Search the material below for the string "canvas" and list each line that holds it.

++++ Excerpted data

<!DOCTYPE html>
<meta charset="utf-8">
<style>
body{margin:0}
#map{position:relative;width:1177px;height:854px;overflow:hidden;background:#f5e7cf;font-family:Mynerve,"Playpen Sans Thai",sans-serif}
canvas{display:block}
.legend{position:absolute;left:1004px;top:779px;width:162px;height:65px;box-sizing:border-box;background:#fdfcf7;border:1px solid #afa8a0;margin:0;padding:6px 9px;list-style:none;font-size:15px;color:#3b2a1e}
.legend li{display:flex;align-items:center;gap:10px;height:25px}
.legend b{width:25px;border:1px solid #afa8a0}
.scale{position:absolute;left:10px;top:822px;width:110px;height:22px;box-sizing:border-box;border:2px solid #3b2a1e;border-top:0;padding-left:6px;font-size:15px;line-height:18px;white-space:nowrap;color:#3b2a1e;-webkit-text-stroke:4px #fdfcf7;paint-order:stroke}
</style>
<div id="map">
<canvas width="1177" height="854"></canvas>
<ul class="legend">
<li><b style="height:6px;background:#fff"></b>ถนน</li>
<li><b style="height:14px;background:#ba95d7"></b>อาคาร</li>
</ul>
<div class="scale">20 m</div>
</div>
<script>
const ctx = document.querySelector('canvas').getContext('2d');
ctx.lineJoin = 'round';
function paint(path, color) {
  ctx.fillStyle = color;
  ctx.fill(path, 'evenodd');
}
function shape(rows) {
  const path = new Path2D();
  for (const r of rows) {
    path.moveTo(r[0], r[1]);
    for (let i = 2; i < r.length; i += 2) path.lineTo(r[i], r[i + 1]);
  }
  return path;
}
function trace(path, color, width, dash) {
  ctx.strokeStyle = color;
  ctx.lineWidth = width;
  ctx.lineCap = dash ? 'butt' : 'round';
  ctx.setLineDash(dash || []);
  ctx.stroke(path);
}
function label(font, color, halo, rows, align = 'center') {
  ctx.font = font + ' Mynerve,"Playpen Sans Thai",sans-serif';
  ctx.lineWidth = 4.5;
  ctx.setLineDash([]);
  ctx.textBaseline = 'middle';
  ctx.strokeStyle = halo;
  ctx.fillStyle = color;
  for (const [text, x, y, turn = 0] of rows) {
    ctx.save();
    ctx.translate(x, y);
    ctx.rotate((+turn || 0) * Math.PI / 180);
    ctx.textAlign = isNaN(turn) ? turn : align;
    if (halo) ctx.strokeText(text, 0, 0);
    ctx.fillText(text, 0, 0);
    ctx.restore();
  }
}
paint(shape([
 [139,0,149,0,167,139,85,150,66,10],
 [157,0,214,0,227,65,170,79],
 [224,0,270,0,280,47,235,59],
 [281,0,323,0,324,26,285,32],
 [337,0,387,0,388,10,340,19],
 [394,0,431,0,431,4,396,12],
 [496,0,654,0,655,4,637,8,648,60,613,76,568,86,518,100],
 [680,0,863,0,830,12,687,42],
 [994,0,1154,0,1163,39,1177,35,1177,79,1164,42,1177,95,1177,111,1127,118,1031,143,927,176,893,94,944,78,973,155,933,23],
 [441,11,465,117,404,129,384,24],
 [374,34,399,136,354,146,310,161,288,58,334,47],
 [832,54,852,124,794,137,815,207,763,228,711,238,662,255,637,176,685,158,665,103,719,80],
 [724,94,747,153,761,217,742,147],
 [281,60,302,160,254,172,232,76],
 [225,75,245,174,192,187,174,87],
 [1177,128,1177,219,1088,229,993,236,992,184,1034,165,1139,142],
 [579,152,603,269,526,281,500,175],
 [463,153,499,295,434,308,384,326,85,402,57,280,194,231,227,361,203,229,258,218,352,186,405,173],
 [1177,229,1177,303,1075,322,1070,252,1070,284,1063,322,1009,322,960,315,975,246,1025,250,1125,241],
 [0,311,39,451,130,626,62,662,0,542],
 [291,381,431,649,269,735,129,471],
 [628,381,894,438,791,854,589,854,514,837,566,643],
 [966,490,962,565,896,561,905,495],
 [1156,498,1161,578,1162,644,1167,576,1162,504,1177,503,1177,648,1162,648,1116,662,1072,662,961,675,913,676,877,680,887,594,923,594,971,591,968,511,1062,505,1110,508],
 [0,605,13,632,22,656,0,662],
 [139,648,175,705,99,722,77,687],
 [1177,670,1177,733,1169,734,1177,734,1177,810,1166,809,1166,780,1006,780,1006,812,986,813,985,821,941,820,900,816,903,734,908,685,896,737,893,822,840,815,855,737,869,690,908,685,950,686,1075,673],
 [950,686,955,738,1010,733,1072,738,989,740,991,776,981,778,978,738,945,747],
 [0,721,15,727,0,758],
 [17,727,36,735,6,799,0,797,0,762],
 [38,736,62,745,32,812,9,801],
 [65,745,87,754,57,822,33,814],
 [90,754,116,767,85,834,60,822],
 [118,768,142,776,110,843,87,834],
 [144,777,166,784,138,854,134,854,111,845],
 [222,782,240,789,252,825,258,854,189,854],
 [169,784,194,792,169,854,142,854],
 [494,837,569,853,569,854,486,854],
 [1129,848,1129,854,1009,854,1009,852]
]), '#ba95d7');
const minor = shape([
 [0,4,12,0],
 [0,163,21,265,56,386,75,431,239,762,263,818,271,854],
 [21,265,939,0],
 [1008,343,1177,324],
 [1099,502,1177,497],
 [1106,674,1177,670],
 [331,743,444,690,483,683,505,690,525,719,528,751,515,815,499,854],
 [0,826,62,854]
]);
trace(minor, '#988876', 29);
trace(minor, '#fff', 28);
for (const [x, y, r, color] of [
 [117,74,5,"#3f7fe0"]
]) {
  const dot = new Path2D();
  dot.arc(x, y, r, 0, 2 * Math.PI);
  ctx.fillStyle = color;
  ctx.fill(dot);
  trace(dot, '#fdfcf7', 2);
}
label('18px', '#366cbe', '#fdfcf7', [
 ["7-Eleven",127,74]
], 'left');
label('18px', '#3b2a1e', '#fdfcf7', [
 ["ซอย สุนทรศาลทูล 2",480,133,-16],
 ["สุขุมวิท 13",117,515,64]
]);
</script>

++++++++

### Written response
canvas{display:block}
<canvas width="1177" height="854"></canvas>
const ctx = document.querySelector('canvas').getContext('2d');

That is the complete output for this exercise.